Fortunately, scientists at the British Society of Immunologists convinced Sandoz that these peptides could treat common types of inflammatory diseases such as rheumatoid arthritis. what made them a better bet to recover the anticipated costs of research and development. In 1983, the US Food and Drug Administration. UU Approved (paywall) ciclosporin with the name Sandimmune.
"Cyclosporine was revolutionary," says Howard Eisen, a cardiology surgeon at the Faculty of Medicine at Drexel University. It works by limiting only the immune cells that would attack the new organ, leaving the rest of the immune system intact. It also keeps chronic inflammation at bay. With ciclosporin, patients with transplants really had the opportunity to live with their new hearts. Shortly after the approval of the drug, transplants skyrocketed and, as of June 30, 2016, more than 135,000 successful heart transplants had been performed, according to the International Society for Heart and Lung Transplantation.

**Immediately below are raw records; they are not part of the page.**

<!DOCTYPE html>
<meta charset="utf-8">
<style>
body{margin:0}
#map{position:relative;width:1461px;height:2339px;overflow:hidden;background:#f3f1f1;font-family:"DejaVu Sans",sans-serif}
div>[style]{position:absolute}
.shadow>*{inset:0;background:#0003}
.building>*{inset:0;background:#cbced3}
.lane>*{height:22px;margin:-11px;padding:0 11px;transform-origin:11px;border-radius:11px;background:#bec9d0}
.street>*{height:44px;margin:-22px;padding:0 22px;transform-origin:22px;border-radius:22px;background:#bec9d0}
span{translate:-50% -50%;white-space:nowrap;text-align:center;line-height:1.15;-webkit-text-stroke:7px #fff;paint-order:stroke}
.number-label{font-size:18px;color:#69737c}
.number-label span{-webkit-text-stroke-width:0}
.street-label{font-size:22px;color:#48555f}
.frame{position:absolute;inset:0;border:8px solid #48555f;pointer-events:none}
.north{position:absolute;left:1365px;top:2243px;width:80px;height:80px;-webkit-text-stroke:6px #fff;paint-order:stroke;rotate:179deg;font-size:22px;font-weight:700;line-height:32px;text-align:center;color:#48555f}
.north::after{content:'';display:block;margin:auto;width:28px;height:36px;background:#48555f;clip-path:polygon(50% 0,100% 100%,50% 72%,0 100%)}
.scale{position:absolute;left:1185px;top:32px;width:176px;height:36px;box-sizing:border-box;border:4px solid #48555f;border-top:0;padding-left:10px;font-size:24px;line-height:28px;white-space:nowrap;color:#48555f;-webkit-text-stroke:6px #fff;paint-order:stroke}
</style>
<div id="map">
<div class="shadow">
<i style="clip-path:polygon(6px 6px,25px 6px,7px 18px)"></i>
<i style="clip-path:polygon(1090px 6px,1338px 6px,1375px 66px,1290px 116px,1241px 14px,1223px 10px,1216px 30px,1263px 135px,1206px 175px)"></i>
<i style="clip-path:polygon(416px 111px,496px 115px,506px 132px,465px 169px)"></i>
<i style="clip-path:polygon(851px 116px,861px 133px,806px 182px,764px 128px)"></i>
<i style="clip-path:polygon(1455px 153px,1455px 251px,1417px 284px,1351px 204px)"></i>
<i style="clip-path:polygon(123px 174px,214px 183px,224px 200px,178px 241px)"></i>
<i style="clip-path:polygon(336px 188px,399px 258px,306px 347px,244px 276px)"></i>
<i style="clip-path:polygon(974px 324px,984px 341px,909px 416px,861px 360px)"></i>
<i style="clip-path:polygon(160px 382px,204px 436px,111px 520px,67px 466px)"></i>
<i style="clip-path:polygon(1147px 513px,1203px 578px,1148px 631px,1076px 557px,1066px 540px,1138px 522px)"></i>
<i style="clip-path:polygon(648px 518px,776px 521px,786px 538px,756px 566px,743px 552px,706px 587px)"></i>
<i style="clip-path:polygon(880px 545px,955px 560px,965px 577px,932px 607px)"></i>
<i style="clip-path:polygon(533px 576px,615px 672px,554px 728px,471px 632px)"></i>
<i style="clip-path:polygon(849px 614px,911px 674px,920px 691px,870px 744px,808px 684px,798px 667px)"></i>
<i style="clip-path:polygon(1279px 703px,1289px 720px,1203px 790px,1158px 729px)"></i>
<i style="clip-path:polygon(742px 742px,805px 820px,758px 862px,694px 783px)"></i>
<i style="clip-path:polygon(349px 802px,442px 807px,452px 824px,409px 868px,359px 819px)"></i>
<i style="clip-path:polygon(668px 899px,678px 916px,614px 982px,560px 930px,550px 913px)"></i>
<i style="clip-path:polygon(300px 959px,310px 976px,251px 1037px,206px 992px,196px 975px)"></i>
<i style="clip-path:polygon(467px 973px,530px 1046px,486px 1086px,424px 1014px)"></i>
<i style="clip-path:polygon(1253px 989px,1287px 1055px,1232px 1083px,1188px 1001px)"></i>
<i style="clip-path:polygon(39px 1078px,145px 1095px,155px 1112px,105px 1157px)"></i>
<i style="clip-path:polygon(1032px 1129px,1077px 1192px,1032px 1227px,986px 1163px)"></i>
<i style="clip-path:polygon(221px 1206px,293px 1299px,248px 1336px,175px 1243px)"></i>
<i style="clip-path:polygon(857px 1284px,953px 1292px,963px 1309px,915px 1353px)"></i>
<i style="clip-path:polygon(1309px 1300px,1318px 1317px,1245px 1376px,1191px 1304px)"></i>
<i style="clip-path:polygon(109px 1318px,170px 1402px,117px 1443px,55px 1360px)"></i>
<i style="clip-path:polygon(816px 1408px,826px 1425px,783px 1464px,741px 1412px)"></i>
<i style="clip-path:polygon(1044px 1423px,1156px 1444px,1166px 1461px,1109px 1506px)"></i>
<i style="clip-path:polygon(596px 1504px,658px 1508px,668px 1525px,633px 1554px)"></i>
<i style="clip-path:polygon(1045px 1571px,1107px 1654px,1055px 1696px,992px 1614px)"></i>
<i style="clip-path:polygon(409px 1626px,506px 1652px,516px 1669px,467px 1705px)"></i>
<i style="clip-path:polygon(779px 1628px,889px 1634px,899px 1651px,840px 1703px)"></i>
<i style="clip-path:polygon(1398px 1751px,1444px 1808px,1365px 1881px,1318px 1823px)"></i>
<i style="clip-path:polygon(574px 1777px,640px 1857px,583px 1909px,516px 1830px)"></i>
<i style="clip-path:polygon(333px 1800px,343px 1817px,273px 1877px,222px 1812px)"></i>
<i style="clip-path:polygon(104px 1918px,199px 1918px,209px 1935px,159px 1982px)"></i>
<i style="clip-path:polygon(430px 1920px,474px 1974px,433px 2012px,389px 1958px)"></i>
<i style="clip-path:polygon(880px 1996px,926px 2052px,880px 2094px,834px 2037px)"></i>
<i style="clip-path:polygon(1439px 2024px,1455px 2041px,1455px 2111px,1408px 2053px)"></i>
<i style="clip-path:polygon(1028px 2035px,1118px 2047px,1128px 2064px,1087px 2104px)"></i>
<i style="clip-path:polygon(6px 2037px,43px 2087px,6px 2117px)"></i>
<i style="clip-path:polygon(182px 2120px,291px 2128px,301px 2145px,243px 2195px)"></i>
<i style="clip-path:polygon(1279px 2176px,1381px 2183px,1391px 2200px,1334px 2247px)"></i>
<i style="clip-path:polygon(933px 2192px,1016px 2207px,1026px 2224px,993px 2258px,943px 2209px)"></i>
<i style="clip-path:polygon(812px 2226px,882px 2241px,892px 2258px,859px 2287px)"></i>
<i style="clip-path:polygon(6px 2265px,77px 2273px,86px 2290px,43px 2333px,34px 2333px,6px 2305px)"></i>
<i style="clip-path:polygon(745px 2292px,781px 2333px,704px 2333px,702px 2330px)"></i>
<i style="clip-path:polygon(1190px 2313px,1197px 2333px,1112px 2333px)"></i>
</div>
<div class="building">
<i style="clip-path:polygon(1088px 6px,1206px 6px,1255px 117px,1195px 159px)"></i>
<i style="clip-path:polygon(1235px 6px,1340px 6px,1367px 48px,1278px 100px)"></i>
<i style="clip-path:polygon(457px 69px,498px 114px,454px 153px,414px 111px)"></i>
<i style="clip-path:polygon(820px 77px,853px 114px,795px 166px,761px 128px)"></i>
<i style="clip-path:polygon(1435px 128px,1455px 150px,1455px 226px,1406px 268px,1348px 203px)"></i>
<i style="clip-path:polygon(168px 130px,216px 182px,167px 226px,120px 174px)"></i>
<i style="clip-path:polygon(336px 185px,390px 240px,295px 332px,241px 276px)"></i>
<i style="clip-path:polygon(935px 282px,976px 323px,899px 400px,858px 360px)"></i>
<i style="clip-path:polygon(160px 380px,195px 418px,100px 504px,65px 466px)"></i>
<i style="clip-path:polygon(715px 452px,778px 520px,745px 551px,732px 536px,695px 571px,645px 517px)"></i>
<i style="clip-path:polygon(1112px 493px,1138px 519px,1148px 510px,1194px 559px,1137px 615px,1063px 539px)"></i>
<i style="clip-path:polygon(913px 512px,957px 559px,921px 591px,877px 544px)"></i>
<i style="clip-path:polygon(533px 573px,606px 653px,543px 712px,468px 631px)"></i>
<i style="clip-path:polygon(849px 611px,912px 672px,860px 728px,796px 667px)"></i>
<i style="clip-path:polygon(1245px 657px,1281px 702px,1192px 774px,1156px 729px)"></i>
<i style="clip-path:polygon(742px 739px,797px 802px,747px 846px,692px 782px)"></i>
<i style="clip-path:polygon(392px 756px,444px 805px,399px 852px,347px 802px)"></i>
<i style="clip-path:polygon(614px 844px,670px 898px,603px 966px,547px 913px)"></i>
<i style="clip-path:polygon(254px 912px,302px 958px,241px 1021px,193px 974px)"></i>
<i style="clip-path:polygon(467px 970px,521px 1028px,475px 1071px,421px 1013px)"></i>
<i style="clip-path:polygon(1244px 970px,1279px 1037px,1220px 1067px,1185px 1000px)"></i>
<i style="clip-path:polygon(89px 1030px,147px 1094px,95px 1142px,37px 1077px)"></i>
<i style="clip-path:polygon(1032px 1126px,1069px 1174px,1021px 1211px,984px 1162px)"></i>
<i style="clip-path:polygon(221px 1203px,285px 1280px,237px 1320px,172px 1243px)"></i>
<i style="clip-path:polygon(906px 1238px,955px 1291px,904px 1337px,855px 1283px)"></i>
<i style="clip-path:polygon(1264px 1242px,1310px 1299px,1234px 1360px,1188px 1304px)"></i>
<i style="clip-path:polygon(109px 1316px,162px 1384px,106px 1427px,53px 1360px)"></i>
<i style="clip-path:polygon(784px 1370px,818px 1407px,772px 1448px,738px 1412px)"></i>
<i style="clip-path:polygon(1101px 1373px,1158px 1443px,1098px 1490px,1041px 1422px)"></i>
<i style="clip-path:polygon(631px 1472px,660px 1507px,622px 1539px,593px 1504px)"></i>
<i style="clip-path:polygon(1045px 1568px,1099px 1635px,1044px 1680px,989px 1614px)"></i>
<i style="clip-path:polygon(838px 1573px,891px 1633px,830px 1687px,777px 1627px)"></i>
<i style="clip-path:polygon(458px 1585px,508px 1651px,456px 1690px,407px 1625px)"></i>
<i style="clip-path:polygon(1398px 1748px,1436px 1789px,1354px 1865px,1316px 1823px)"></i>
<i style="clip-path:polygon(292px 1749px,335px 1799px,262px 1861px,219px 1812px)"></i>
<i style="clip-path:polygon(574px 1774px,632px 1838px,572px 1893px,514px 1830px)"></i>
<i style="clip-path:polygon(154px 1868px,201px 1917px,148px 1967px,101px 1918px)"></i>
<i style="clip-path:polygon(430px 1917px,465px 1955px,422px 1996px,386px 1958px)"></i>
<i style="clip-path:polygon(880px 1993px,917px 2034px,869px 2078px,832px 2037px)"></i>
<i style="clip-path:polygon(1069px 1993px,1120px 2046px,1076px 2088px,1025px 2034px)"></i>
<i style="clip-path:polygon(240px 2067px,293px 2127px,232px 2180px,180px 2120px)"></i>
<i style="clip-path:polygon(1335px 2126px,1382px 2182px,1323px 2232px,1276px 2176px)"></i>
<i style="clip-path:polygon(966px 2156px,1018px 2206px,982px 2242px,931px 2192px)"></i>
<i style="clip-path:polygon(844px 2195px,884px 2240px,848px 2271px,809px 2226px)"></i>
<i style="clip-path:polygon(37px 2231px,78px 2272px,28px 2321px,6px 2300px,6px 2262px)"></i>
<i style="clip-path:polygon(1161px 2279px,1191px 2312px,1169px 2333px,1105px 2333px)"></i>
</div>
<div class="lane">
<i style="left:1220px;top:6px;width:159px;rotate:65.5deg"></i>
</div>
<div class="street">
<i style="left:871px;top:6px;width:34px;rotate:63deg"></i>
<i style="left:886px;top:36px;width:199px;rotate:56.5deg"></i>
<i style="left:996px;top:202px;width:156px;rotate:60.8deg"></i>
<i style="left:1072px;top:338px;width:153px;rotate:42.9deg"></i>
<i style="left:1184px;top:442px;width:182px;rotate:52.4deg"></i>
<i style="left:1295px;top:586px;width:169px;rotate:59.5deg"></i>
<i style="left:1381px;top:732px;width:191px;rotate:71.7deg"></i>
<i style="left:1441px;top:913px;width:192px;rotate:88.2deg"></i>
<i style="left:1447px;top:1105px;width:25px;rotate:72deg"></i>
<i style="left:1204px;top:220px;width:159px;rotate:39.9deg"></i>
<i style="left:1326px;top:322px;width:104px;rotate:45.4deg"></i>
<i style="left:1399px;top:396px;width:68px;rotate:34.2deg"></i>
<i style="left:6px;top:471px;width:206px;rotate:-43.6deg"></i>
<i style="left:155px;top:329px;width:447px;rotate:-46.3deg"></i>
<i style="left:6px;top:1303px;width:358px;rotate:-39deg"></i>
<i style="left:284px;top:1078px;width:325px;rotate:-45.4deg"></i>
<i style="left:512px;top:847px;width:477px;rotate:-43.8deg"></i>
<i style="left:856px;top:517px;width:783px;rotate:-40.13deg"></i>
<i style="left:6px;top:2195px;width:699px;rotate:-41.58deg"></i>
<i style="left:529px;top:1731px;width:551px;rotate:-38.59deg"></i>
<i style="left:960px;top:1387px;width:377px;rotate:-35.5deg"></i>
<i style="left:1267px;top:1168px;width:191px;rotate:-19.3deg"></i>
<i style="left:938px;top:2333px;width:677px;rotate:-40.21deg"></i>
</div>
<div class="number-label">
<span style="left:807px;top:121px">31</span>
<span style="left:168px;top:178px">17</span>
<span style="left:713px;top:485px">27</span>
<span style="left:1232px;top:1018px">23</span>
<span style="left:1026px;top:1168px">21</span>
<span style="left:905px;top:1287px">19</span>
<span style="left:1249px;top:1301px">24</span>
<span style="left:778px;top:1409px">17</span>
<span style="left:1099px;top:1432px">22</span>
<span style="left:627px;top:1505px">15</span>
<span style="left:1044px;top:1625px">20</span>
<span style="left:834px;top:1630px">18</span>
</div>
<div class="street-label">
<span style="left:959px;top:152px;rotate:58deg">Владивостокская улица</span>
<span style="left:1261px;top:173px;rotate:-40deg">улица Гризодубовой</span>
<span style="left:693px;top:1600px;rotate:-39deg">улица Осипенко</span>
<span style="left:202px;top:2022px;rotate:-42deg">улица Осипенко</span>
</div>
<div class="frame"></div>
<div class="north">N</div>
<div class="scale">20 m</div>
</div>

The medication was never perfect: at the originally prescribed doses, cyclosporine severely damaged kidneys and was found to be a potential carcinogen, says Ellis. Currently, all recipients of transplants are given a combination of three separate immunosuppressant drugs, including a lower dose of cyclosporine, to mitigate these side effects. That said, the development of cyclosporine was a game changer. Without their discovery, additional advances in the field of heart transplantation would probably have been slower or never occurred. Although its origins are humble, the impact of the drug has been extraordinary.